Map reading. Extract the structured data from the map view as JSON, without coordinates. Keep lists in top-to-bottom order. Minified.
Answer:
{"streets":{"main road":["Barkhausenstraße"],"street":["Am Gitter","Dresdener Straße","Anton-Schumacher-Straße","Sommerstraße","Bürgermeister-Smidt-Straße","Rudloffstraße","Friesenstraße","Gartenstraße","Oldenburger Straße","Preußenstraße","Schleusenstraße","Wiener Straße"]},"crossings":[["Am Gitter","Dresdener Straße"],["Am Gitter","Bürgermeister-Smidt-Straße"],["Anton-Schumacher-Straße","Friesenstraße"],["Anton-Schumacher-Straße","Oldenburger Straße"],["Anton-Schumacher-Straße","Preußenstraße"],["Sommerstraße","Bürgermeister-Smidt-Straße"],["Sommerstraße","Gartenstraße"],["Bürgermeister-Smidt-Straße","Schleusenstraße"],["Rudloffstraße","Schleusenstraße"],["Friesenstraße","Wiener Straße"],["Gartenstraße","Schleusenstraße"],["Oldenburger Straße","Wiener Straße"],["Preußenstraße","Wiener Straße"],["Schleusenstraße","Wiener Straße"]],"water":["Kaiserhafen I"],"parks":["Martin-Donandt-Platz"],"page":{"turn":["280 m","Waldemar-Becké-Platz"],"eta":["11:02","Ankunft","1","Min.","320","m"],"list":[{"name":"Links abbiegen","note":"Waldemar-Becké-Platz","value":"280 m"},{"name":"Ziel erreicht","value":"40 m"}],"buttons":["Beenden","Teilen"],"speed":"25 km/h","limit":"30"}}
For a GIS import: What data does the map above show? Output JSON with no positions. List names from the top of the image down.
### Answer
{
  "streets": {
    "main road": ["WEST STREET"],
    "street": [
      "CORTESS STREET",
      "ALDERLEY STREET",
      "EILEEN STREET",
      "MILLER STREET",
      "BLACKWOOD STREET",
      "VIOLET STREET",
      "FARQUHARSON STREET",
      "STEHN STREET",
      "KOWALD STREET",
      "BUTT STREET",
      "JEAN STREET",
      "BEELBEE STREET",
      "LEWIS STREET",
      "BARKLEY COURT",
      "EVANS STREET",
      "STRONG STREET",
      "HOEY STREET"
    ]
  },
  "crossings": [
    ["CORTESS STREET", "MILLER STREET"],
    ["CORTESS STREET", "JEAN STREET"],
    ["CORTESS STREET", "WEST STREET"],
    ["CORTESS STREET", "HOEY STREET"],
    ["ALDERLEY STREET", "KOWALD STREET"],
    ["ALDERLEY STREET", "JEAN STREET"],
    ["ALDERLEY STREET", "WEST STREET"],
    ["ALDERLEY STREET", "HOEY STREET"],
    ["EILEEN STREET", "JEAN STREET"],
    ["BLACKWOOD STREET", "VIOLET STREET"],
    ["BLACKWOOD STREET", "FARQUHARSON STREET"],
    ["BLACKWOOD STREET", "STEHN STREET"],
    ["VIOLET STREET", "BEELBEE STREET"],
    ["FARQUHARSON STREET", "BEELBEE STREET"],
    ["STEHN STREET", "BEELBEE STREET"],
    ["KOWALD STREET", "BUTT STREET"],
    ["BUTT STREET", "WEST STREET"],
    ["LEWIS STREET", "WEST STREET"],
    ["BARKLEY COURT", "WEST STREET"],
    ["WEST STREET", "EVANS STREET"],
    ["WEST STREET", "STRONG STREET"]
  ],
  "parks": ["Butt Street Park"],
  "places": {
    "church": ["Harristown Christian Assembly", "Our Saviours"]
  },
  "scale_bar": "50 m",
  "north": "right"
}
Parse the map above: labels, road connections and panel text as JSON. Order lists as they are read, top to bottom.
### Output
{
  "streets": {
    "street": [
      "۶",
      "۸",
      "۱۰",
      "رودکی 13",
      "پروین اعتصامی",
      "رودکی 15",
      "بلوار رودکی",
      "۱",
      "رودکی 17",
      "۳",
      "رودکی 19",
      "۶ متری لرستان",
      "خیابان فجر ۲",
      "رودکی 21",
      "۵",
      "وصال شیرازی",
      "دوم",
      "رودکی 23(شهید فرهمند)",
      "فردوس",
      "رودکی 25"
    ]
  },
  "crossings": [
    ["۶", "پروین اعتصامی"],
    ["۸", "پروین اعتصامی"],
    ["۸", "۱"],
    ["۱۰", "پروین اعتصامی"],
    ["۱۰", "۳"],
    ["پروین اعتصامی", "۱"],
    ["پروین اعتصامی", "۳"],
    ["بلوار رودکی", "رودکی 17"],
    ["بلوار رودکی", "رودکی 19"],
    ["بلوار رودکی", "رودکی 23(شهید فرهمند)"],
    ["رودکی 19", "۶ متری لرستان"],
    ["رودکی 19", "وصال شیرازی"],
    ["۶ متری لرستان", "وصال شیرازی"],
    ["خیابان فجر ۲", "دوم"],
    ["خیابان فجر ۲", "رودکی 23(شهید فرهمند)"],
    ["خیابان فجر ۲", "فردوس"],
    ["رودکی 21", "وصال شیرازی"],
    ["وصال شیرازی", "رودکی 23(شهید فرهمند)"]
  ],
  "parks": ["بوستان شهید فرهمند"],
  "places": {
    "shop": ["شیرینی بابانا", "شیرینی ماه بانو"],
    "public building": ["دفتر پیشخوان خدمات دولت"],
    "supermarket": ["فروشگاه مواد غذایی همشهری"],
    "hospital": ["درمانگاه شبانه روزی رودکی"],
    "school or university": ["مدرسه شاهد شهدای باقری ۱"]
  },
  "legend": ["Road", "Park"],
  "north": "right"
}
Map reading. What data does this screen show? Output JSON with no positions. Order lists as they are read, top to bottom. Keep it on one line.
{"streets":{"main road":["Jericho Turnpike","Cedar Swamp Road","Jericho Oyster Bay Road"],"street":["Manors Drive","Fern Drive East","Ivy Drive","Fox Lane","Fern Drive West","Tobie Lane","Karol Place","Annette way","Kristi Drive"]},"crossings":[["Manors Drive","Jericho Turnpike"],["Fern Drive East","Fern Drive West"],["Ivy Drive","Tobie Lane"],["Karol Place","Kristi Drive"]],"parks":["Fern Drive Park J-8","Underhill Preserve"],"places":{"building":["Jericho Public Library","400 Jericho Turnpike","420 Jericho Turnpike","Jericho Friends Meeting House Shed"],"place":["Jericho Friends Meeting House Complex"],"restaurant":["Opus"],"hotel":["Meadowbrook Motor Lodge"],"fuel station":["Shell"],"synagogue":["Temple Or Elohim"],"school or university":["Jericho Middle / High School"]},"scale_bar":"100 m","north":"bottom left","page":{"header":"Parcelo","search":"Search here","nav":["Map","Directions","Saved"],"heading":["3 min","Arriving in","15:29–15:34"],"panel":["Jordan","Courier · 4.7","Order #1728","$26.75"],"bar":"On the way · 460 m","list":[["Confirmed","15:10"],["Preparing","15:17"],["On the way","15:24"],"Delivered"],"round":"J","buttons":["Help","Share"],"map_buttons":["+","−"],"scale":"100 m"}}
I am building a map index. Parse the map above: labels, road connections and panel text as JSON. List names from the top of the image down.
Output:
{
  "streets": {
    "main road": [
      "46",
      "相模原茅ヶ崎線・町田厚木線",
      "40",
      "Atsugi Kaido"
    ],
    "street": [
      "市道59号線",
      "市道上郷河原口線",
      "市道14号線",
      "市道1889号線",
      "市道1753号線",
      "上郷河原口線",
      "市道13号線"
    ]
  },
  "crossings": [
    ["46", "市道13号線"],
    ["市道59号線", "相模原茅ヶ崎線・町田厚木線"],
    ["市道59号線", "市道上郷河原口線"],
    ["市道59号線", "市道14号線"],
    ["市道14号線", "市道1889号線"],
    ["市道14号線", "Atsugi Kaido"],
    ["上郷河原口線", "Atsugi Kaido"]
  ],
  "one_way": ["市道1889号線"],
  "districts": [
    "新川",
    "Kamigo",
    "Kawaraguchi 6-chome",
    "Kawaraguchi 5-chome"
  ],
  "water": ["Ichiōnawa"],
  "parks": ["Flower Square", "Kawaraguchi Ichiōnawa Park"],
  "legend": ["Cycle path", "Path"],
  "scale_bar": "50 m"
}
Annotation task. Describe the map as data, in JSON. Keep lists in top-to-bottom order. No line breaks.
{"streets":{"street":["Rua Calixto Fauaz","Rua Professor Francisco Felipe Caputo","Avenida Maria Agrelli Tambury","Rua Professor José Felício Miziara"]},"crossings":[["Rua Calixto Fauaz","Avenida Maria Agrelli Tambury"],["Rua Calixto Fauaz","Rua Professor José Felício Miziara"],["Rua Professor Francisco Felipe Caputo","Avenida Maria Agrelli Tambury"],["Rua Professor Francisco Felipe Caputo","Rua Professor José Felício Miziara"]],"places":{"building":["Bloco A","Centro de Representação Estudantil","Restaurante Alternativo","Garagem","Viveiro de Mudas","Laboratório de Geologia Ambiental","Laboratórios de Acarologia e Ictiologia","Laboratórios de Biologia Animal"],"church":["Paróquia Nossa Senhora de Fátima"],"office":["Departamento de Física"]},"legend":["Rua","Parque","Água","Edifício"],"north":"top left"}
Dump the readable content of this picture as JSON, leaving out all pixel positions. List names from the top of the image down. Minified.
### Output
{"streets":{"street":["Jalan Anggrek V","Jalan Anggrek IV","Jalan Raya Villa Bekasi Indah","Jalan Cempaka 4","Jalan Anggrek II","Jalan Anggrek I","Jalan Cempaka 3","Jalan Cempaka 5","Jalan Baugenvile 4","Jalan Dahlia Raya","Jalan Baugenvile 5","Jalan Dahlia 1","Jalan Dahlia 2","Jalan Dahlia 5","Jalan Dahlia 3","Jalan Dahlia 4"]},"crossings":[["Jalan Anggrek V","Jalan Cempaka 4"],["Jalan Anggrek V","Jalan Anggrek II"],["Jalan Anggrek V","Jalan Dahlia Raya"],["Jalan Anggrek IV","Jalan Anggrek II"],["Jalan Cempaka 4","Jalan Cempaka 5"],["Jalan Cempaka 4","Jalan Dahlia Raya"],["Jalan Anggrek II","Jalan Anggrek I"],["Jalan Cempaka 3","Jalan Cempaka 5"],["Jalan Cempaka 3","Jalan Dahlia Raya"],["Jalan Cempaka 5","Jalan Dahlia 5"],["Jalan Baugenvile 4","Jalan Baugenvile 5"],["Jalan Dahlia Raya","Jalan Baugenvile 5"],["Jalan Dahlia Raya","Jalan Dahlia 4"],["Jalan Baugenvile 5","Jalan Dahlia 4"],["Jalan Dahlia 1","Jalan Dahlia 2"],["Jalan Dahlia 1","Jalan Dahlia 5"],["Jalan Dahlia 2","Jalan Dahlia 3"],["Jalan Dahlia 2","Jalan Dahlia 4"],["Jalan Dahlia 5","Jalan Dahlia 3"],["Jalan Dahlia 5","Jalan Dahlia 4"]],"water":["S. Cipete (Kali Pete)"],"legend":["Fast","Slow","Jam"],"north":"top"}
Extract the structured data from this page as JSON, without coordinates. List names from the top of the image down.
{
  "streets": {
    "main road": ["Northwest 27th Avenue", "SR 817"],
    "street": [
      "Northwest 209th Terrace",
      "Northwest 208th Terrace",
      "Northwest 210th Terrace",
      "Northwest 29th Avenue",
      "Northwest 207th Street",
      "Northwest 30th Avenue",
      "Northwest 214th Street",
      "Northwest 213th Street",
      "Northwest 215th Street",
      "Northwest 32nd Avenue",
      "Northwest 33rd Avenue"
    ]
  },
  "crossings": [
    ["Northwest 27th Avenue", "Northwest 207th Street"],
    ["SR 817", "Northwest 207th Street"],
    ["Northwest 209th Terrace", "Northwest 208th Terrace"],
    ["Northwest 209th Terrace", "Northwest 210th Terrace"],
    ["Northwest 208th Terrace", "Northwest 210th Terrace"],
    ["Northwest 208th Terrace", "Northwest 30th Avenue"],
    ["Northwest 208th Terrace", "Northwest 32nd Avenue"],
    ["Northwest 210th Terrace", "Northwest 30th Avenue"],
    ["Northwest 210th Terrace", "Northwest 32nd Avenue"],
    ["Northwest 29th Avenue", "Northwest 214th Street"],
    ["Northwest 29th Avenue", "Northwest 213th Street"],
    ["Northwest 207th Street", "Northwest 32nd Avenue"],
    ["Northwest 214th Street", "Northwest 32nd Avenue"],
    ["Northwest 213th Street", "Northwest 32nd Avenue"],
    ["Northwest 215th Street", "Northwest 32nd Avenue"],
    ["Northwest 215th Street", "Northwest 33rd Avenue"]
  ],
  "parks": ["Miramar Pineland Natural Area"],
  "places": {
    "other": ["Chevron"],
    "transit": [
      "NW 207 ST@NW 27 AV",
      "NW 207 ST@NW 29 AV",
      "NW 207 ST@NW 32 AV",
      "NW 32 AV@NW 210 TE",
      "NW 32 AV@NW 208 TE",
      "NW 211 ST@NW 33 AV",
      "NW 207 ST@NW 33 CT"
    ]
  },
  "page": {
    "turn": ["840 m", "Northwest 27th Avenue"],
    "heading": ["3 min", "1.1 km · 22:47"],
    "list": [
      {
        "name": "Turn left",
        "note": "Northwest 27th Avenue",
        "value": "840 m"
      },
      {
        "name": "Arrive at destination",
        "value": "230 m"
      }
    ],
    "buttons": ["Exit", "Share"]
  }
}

******************************

In the entries above, find each line with the word "Parse" and return it.

▸ **EXERCISE RESULT**:
Parse the map above: labels, road connections and panel text as JSON. Order lists as they are read, top to bottom.
I am building a map index. Parse the map above: labels, road connections and panel text as JSON. List names from the top of the image down.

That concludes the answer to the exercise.